2-D Clean-Up Kitを使用してサンプルを調製した場合、タンパク質分離の全体的な質が全細胞抽出液またはアセトン沈殿処理したサンプルに比べ向上しました。縦のストリーキングが少なかったことから、ストリップからゲルへのタンパク質移行が改善されたと考えられます(図4.6)。いずれの方法でもタンパク質泳動パターンの変形や他の重大な変化は認められませんでしたが、2-D Clean-Up Kitでサンプルを調製した場合にはスポット分離が明瞭になり、スポット数が多くなりました(図4.6C)。2-D Clean-Up Kitで調製したサンプルからは801のタンパク質スポットが得られたのに対し、アセトン沈殿法で調製したサンプルおよび全細胞抽出液から得られたスポットの数はそれぞれ758、726でした。このように、2-D Clean-Up Kitを使用することで二次元電気泳動のタンパク質分離能と回収率が改善されました。

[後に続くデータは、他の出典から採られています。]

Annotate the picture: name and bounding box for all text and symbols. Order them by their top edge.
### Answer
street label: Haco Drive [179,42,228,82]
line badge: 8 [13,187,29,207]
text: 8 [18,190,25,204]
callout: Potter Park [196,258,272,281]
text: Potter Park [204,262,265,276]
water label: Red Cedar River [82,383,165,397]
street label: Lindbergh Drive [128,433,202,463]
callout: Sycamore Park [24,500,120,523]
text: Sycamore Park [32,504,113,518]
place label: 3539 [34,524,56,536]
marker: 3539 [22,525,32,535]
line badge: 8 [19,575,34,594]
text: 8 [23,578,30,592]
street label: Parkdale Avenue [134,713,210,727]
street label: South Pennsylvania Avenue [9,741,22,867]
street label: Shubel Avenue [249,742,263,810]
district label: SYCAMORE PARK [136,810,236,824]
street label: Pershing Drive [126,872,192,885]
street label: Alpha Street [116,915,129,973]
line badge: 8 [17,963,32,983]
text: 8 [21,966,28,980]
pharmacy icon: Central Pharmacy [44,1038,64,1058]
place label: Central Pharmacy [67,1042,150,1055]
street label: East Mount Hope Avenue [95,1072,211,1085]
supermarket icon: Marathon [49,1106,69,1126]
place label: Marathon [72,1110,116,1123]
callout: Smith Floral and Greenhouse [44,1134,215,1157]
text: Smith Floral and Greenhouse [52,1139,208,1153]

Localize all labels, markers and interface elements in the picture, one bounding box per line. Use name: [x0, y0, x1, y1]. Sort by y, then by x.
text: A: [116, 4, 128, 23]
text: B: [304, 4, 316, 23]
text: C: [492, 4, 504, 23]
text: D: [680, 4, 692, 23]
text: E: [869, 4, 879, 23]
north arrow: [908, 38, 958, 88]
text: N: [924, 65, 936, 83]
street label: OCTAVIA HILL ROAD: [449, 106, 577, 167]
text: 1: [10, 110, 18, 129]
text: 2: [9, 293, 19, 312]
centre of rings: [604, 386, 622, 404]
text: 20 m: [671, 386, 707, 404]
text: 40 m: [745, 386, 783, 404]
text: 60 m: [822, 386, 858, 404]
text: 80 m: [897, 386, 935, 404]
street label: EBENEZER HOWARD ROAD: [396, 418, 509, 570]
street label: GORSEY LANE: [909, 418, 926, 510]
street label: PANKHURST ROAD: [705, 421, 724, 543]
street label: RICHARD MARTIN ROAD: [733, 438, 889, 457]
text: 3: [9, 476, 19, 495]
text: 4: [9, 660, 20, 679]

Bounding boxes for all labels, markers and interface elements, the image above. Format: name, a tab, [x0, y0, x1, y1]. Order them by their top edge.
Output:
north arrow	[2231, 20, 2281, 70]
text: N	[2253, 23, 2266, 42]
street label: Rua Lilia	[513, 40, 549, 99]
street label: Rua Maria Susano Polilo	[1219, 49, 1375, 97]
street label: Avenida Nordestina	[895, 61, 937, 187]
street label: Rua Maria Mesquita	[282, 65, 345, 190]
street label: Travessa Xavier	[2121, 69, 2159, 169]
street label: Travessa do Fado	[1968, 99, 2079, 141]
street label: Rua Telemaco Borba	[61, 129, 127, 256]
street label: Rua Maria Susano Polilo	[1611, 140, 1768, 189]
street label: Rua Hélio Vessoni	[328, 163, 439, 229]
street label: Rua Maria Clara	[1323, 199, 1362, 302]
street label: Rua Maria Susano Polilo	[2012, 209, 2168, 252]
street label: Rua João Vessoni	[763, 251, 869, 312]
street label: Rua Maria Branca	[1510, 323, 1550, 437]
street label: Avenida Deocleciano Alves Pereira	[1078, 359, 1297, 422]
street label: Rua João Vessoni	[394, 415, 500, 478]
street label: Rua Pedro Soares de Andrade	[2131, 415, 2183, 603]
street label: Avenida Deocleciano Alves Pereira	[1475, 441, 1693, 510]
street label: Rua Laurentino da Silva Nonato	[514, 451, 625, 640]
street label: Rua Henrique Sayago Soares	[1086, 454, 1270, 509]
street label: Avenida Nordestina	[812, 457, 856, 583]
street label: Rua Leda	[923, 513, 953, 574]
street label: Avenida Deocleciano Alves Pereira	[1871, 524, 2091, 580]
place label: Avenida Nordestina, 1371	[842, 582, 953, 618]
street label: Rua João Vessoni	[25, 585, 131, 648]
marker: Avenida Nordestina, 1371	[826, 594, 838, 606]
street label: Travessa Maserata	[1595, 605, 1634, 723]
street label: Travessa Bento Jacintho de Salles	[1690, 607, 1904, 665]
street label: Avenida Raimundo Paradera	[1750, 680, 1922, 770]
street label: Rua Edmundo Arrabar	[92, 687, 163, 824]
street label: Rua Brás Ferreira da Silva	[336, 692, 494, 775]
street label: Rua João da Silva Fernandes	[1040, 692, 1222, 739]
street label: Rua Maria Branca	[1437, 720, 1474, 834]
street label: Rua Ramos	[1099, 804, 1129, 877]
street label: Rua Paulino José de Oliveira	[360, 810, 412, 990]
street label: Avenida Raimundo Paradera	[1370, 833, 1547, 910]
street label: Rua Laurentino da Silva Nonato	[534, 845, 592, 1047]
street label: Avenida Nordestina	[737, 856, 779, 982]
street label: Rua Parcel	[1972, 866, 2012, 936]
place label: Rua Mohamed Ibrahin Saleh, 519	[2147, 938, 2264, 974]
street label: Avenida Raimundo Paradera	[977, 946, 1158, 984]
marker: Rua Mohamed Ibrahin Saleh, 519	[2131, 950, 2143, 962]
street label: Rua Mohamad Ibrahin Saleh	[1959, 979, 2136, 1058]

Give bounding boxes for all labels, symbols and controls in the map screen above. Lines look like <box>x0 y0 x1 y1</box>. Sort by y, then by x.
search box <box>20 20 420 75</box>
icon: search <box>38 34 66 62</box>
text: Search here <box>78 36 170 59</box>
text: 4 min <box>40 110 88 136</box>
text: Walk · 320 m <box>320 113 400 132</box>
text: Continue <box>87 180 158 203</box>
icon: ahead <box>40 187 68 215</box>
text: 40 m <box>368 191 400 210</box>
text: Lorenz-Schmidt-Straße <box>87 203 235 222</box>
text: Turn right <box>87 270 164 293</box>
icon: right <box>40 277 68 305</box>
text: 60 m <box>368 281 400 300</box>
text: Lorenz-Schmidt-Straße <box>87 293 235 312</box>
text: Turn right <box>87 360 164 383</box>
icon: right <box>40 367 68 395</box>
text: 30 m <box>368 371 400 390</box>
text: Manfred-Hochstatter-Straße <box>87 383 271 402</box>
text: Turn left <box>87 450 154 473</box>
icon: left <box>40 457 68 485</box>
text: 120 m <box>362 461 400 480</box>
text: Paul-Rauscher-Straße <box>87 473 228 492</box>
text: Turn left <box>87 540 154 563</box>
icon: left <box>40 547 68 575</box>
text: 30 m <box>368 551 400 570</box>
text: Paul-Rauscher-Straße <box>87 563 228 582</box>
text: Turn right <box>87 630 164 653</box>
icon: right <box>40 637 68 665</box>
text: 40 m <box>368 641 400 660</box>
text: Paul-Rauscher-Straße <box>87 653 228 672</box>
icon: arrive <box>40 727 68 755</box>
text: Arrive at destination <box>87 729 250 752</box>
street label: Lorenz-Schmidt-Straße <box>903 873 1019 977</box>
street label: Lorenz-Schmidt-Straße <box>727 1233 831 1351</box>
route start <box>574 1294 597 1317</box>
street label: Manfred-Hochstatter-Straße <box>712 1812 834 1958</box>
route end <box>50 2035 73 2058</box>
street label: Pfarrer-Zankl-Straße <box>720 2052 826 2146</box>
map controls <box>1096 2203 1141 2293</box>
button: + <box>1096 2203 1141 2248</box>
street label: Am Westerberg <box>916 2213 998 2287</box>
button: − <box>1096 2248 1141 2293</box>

図4.6 (A)全細胞抽出液、(B)アセトン沈殿処理した抽出液、(C)Clean-Up Kitで処理した抽出液を用いて作成したMCF7細胞プロテオームマップ。すべてのゲルに50 μgのタンパク質をアプライしました。一次元目電気泳動のpH勾配をゲルの下に示します。二次元目SDS-PAGEにおける分子量マーカーの移動位置は、ゲルの横に分子量範囲として示します。MS分析に使用するタンパク質の移動位置を矢印で示します。データは参考文献3のものです。
■固相抽出(SPE)
固相抽出は吸着クロマトグラフィーと同等の方法ですが、その目的は分子クラスを分離することです。この手法は一般にバッチで行うため、固相の種類とそれを保持するために使用するデバイスの種類が、クロマトグラフィーカラムとは異なることがあります。SPEでは、既知のリガンド結合特性による固相への選択的な結合に基づいてタンパク質の濃縮や夾雑物の除去を行います。すなわち、タンパク質を結合させて夾雑物を洗い流すか、夾雑物を結合させてタンパク質を直接回収します。リガンドには通常のクロマトグラフィー(IEX、RPCおよびHIC)に使用される選択的リガンドを変化させたものや、特定の夾雑物を除去するために特別に設計されたものがあります(例:セラミックハイドロキシアパタイトによるSDSの除去4)。